* Directions
Each line of the data below from the one holding "M565 56 578 67 567 81 553 70Z" to the one holding "M438 264 453 280 444 289 429 272Z", inclusive, is to be reproduced exactly; no other line belongs in the answer.

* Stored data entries
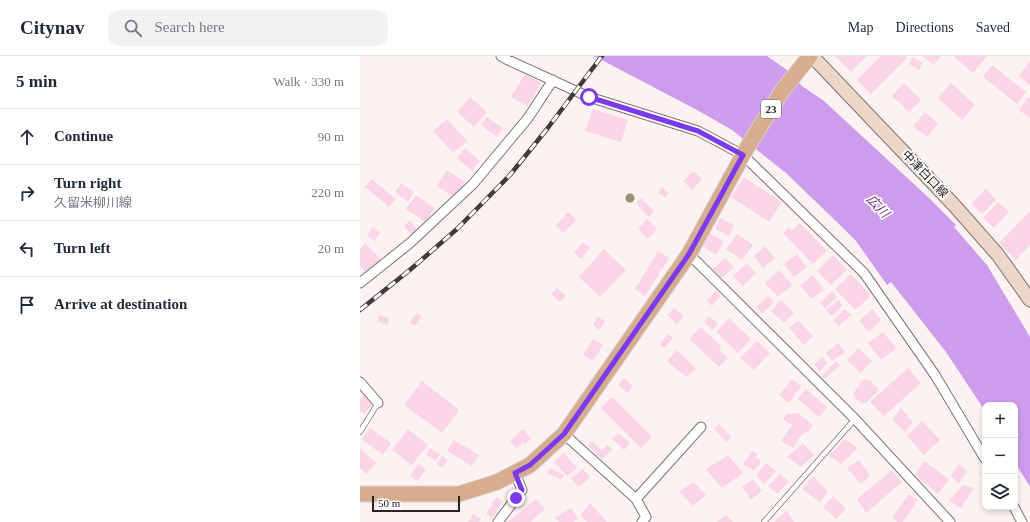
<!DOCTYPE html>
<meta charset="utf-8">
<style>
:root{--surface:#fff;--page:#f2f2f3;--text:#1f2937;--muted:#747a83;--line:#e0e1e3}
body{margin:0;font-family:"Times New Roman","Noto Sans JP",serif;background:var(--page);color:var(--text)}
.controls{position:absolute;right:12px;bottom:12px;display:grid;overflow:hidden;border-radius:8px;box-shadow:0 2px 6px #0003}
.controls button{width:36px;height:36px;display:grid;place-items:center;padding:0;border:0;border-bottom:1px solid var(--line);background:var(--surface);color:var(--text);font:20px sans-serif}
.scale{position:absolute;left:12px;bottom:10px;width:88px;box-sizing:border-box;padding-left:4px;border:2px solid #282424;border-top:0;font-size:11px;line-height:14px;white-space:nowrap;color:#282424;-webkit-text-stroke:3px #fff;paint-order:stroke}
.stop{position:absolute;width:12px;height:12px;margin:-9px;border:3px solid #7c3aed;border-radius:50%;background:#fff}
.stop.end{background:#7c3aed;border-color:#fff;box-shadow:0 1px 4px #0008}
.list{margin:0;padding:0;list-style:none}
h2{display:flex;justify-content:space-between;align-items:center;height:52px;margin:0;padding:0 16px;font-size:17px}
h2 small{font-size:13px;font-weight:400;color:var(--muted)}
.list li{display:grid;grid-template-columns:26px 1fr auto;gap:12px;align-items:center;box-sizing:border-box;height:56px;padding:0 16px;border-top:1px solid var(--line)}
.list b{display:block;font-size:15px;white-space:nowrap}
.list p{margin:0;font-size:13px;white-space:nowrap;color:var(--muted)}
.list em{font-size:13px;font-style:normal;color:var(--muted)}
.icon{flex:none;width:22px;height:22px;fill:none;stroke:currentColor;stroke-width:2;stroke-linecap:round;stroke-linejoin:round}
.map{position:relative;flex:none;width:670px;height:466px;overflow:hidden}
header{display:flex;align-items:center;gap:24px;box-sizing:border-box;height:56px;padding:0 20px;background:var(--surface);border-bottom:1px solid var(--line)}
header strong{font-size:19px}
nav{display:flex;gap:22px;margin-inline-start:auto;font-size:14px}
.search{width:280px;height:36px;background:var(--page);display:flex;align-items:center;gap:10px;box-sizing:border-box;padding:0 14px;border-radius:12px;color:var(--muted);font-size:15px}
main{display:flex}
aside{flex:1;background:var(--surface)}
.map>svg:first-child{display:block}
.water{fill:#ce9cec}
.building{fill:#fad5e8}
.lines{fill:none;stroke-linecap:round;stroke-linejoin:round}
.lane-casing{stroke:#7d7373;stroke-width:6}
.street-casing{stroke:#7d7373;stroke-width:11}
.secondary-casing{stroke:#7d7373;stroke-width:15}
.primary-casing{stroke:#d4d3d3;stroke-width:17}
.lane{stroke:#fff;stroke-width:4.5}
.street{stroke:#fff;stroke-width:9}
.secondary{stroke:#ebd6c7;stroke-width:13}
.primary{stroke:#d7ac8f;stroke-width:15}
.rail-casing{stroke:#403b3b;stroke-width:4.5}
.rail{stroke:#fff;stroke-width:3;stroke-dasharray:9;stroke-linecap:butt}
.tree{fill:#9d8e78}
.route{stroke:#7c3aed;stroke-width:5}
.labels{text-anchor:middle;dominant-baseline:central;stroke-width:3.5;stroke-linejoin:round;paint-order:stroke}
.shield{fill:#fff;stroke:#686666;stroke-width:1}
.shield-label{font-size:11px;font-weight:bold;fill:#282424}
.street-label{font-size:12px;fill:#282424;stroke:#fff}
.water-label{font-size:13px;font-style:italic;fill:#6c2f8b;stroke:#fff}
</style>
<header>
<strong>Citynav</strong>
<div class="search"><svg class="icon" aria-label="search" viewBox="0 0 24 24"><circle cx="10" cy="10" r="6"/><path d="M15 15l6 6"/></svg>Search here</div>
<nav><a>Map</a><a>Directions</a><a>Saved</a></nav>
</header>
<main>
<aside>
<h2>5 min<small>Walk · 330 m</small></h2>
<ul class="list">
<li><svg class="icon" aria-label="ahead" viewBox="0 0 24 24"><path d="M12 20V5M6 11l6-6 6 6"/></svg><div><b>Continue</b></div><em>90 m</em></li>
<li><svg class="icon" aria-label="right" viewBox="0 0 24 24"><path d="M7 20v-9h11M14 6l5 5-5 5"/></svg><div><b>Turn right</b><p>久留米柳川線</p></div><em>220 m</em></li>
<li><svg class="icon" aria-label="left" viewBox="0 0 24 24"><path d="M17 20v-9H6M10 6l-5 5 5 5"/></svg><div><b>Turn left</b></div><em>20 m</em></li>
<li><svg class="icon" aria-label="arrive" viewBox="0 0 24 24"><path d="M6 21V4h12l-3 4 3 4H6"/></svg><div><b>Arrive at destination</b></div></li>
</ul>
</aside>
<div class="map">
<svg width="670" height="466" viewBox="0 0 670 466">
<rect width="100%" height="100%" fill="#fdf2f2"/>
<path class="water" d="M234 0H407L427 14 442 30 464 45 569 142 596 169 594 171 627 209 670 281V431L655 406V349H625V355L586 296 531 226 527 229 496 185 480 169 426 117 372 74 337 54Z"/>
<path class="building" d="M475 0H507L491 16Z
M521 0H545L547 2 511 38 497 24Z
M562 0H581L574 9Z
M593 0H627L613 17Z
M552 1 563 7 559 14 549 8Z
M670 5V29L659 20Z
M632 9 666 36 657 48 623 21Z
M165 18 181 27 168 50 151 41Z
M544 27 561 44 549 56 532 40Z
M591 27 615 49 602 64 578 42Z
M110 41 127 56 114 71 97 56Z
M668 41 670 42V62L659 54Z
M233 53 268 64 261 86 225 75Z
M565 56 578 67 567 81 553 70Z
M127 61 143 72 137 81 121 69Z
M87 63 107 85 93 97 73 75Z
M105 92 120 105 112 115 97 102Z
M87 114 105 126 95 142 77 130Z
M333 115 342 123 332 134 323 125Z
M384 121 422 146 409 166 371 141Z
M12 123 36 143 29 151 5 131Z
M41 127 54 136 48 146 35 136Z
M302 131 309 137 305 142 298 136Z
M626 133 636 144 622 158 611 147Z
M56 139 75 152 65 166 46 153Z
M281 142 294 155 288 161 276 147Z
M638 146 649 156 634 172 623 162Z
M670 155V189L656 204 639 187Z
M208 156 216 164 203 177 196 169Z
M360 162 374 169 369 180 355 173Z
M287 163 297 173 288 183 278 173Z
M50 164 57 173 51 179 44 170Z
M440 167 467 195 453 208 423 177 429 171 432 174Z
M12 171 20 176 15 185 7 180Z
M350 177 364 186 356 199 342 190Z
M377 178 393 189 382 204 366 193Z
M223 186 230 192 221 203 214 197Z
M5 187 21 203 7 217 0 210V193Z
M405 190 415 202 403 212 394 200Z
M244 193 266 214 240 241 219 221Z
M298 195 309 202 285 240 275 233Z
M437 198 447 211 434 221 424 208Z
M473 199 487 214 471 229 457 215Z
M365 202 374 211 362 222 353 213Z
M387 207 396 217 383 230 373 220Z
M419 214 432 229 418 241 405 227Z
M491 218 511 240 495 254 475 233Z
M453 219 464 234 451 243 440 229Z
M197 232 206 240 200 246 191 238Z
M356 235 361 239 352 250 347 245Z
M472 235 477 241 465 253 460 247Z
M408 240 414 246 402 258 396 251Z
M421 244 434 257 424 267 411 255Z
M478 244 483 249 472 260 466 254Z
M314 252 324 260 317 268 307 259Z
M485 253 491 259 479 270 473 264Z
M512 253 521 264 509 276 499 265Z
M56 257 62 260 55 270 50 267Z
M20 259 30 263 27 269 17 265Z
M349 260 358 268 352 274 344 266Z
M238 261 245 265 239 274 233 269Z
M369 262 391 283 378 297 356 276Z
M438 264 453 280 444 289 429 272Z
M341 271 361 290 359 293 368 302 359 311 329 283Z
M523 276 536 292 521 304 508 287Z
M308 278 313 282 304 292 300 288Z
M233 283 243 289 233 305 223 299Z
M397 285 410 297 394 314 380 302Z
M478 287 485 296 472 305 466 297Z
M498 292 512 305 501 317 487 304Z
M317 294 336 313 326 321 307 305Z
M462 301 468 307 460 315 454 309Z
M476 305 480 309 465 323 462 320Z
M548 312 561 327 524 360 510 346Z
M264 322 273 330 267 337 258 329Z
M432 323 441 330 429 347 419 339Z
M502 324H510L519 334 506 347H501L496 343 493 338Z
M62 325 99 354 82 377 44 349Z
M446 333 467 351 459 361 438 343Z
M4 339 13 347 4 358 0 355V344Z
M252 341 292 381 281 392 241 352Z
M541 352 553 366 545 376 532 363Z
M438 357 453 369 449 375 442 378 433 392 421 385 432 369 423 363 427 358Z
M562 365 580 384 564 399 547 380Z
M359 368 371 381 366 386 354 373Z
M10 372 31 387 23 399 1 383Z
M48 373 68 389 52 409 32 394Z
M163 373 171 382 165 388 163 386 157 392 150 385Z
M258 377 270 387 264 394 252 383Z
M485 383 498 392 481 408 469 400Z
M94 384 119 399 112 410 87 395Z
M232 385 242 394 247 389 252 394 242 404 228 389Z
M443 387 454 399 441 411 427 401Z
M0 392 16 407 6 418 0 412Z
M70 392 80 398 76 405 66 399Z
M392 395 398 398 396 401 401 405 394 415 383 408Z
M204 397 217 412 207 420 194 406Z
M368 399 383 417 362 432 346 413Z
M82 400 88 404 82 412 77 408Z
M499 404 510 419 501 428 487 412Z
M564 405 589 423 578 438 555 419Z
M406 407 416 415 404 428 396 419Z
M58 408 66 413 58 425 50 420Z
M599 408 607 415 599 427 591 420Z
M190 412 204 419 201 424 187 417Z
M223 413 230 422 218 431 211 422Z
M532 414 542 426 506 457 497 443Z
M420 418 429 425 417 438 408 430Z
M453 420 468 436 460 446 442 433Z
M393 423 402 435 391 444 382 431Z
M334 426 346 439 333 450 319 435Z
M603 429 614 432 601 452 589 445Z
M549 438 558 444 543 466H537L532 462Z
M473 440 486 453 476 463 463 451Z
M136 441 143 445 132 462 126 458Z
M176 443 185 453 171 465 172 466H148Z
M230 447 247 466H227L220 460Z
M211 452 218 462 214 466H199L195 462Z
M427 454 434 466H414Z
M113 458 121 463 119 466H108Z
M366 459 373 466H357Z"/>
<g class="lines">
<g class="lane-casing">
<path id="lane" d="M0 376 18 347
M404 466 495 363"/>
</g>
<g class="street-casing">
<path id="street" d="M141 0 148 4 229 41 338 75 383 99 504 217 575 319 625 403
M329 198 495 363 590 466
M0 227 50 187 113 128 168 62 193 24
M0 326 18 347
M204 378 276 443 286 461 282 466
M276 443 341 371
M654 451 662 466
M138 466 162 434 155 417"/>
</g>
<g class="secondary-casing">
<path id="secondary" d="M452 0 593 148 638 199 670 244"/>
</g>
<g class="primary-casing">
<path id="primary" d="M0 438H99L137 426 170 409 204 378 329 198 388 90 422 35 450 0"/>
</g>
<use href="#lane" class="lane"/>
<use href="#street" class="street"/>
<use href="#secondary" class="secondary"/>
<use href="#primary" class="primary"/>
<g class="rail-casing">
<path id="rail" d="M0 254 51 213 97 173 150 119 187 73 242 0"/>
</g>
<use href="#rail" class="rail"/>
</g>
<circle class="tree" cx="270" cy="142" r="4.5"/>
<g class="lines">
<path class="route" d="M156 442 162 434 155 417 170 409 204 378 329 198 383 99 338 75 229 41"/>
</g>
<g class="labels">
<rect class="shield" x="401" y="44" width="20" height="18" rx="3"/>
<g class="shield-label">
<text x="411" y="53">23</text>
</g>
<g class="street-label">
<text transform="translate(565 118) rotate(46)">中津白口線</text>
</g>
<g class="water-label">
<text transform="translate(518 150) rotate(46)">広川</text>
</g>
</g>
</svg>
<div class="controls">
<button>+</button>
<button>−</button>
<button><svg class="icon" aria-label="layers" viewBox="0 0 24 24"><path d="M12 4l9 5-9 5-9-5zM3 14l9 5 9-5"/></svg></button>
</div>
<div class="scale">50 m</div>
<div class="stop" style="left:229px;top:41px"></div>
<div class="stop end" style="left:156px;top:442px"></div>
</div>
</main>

* Solution to this task
M565 56 578 67 567 81 553 70Z
M127 61 143 72 137 81 121 69Z
M87 63 107 85 93 97 73 75Z
M105 92 120 105 112 115 97 102Z
M87 114 105 126 95 142 77 130Z
M333 115 342 123 332 134 323 125Z
M384 121 422 146 409 166 371 141Z
M12 123 36 143 29 151 5 131Z
M41 127 54 136 48 146 35 136Z
M302 131 309 137 305 142 298 136Z
M626 133 636 144 622 158 611 147Z
M56 139 75 152 65 166 46 153Z
M281 142 294 155 288 161 276 147Z
M638 146 649 156 634 172 623 162Z
M670 155V189L656 204 639 187Z
M208 156 216 164 203 177 196 169Z
M360 162 374 169 369 180 355 173Z
M287 163 297 173 288 183 278 173Z
M50 164 57 173 51 179 44 170Z
M440 167 467 195 453 208 423 177 429 171 432 174Z
M12 171 20 176 15 185 7 180Z
M350 177 364 186 356 199 342 190Z
M377 178 393 189 382 204 366 193Z
M223 186 230 192 221 203 214 197Z
M5 187 21 203 7 217 0 210V193Z
M405 190 415 202 403 212 394 200Z
M244 193 266 214 240 241 219 221Z
M298 195 309 202 285 240 275 233Z
M437 198 447 211 434 221 424 208Z
M473 199 487 214 471 229 457 215Z
M365 202 374 211 362 222 353 213Z
M387 207 396 217 383 230 373 220Z
M419 214 432 229 418 241 405 227Z
M491 218 511 240 495 254 475 233Z
M453 219 464 234 451 243 440 229Z
M197 232 206 240 200 246 191 238Z
M356 235 361 239 352 250 347 245Z
M472 235 477 241 465 253 460 247Z
M408 240 414 246 402 258 396 251Z
M421 244 434 257 424 267 411 255Z
M478 244 483 249 472 260 466 254Z
M314 252 324 260 317 268 307 259Z
M485 253 491 259 479 270 473 264Z
M512 253 521 264 509 276 499 265Z
M56 257 62 260 55 270 50 267Z
M20 259 30 263 27 269 17 265Z
M349 260 358 268 352 274 344 266Z
M238 261 245 265 239 274 233 269Z
M369 262 391 283 378 297 356 276Z
M438 264 453 280 444 289 429 272Z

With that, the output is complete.